The reader might ask: ‘what if act consequentialism is true?’. Of course, if act consequentialism is true, then the majority of actions ever performed will have been wrong, since they were not the optimific action out of those available. However, I am assuming here that commonsense morality (or something near enough) is true. Act consequentialism is highly revisionary with respect to commonsense morality and thus (I will assume here that it is) false. Rather, I am assuming here that commonsense morality—morality as it is conceived by the proverbial ‘man on the Clapham Omnibus’, and theorized by philosophical deontologists (rights to life and non-interference etc.)—is true.

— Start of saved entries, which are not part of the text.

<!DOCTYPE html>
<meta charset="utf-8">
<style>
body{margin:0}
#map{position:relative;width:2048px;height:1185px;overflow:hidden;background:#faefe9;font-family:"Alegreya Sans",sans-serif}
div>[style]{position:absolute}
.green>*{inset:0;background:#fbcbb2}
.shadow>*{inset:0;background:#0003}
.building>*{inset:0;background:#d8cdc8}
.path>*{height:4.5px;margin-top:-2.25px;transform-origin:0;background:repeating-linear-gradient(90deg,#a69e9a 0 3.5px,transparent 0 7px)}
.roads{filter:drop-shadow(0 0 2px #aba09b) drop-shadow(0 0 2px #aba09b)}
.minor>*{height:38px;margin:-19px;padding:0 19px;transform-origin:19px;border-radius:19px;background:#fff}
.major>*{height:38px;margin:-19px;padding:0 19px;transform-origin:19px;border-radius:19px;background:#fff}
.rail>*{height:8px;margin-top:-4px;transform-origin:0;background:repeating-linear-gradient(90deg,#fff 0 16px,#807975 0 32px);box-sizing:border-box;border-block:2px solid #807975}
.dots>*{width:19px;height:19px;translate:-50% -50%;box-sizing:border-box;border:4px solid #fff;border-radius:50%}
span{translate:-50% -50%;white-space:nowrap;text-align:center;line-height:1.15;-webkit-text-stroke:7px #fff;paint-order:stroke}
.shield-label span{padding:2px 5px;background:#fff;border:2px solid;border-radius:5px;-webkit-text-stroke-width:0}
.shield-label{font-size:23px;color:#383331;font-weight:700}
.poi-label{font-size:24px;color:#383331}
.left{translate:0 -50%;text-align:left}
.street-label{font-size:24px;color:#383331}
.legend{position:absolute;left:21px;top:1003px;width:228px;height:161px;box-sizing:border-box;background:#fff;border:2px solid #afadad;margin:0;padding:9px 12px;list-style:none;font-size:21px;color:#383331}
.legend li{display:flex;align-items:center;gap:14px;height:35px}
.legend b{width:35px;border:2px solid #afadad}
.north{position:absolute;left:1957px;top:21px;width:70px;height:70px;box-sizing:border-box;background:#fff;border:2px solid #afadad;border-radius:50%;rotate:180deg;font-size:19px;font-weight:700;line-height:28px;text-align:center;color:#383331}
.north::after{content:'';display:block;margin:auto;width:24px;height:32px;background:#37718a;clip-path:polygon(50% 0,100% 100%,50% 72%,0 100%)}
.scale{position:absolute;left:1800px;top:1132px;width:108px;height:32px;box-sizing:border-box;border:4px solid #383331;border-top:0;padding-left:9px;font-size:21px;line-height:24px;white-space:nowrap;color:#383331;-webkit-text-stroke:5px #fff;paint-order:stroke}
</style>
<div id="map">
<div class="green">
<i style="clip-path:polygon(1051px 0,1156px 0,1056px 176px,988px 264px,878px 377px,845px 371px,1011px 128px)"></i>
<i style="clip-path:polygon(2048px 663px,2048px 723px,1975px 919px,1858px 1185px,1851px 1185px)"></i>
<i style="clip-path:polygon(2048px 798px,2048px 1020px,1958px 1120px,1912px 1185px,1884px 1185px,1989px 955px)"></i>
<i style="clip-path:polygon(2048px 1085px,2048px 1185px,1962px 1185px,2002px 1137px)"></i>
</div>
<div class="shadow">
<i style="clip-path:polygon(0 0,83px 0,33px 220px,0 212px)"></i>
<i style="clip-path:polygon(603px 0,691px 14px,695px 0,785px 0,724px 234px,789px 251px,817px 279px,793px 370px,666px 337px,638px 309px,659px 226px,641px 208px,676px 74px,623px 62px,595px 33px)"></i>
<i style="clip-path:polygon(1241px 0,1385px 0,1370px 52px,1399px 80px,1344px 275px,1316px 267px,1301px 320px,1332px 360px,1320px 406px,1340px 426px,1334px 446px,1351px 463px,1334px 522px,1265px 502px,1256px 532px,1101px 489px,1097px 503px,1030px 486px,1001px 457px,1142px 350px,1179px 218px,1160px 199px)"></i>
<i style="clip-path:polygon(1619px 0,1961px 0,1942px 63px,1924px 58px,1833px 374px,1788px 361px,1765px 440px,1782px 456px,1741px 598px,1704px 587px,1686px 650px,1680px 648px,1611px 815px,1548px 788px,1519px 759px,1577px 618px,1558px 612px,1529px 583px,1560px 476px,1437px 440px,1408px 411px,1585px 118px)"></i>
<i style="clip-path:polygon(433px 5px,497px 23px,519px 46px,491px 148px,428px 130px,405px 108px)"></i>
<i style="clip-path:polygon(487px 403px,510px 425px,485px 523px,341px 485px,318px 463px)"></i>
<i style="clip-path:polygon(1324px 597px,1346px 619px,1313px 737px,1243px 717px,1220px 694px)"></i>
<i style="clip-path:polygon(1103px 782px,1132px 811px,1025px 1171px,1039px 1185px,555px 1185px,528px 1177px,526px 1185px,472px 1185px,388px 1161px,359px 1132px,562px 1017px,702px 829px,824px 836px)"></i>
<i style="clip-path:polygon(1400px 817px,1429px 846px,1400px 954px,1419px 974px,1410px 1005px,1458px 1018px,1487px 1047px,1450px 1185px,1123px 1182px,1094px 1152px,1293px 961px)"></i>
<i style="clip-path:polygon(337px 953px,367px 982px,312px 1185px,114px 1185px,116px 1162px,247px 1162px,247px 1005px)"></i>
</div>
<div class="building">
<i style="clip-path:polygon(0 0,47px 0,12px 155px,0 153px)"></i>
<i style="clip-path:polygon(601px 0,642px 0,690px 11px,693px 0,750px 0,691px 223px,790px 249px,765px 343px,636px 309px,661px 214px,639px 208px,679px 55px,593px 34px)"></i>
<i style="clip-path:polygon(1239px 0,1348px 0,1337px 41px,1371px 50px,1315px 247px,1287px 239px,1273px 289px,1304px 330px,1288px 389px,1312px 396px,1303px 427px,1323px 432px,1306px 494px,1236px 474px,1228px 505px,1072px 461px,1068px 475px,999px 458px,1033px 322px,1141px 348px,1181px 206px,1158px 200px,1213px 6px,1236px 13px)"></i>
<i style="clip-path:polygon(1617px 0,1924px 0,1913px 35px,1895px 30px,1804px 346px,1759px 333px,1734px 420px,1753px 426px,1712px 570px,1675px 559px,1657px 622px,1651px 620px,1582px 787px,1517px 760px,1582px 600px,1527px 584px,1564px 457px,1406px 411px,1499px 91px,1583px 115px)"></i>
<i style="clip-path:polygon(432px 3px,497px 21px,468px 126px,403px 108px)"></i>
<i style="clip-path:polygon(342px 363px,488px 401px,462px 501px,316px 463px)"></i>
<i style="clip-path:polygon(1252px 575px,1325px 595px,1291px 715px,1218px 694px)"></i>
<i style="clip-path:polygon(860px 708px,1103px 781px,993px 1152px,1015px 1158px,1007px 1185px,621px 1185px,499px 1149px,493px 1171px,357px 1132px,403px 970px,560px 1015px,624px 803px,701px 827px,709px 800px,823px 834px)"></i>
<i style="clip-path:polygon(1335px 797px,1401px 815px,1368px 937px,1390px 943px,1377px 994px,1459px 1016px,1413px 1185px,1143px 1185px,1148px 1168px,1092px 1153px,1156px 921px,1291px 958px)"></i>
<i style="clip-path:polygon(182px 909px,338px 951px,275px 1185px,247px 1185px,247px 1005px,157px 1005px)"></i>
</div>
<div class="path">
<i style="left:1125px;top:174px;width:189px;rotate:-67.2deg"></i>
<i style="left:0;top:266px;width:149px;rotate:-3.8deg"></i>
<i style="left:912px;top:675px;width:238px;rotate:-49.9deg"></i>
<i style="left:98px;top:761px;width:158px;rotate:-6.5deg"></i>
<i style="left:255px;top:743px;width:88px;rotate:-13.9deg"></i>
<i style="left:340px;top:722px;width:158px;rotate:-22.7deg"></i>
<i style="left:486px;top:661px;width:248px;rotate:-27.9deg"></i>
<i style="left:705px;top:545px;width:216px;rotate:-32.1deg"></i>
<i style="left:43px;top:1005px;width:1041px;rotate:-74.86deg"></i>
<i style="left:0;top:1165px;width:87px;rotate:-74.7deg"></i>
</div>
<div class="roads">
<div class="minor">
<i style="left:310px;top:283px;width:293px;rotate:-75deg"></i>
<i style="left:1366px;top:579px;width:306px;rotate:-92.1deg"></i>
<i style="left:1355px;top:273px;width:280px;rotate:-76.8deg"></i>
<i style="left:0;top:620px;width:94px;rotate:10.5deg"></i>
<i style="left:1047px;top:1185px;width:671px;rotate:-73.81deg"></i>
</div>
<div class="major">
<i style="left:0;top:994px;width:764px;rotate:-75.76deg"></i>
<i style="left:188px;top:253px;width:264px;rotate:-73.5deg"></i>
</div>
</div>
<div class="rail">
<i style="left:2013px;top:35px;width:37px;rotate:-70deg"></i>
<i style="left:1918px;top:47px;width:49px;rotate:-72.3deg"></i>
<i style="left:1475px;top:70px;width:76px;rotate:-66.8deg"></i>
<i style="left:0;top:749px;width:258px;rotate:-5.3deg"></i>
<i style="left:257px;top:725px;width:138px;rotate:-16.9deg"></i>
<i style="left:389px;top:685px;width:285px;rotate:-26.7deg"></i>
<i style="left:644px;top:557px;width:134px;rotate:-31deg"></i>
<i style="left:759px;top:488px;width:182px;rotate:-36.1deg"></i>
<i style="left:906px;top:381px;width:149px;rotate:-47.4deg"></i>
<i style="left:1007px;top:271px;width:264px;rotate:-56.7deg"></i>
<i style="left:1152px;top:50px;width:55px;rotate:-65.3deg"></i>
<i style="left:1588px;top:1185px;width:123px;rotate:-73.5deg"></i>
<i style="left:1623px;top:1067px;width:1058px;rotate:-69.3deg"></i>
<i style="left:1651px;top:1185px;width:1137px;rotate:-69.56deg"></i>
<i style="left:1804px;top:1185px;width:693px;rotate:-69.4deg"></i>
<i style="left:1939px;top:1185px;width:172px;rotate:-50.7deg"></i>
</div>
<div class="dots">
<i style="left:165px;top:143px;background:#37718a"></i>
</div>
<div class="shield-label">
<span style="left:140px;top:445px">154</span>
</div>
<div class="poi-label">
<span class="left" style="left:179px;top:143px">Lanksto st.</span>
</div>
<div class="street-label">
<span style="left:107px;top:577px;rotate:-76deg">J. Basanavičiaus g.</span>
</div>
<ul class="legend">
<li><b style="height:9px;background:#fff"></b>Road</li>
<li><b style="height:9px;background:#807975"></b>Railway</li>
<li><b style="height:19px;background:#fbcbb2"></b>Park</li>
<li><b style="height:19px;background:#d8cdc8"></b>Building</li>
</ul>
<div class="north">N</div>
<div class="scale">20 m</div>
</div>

If the first-generation of generally intelligent AI can create new AI themselves, then the second-generation of generally intelligent AI may be the product, not of humans, but of this first-generation.
My reasoning here mirrors David Chalmer’s (2010) discussion of how the value-alignment problem is ameliorated when assuming Kantian psychology and moral philosophy. In brief, Kantian moral philosophy has it that morality is rationally required for any agent capable of grasping and reflecting on their reasons for action. This account therefore entails that any perfectly rational agent will be perfectly moral. Granting that intelligent correlates with rationality, it therefore follows, for the Kantian, that super-intelligent AI will be (close to) perfectly moral.
Here I use the locution ‘rational agent’, not to mean an agent that is appropriately responsive to her reasons, but rather to mean an agent that is a person—namely, a thinker capable of self-conscious reflection on her own attitudes (such as a normal adult human in contrast to, say, a chicken).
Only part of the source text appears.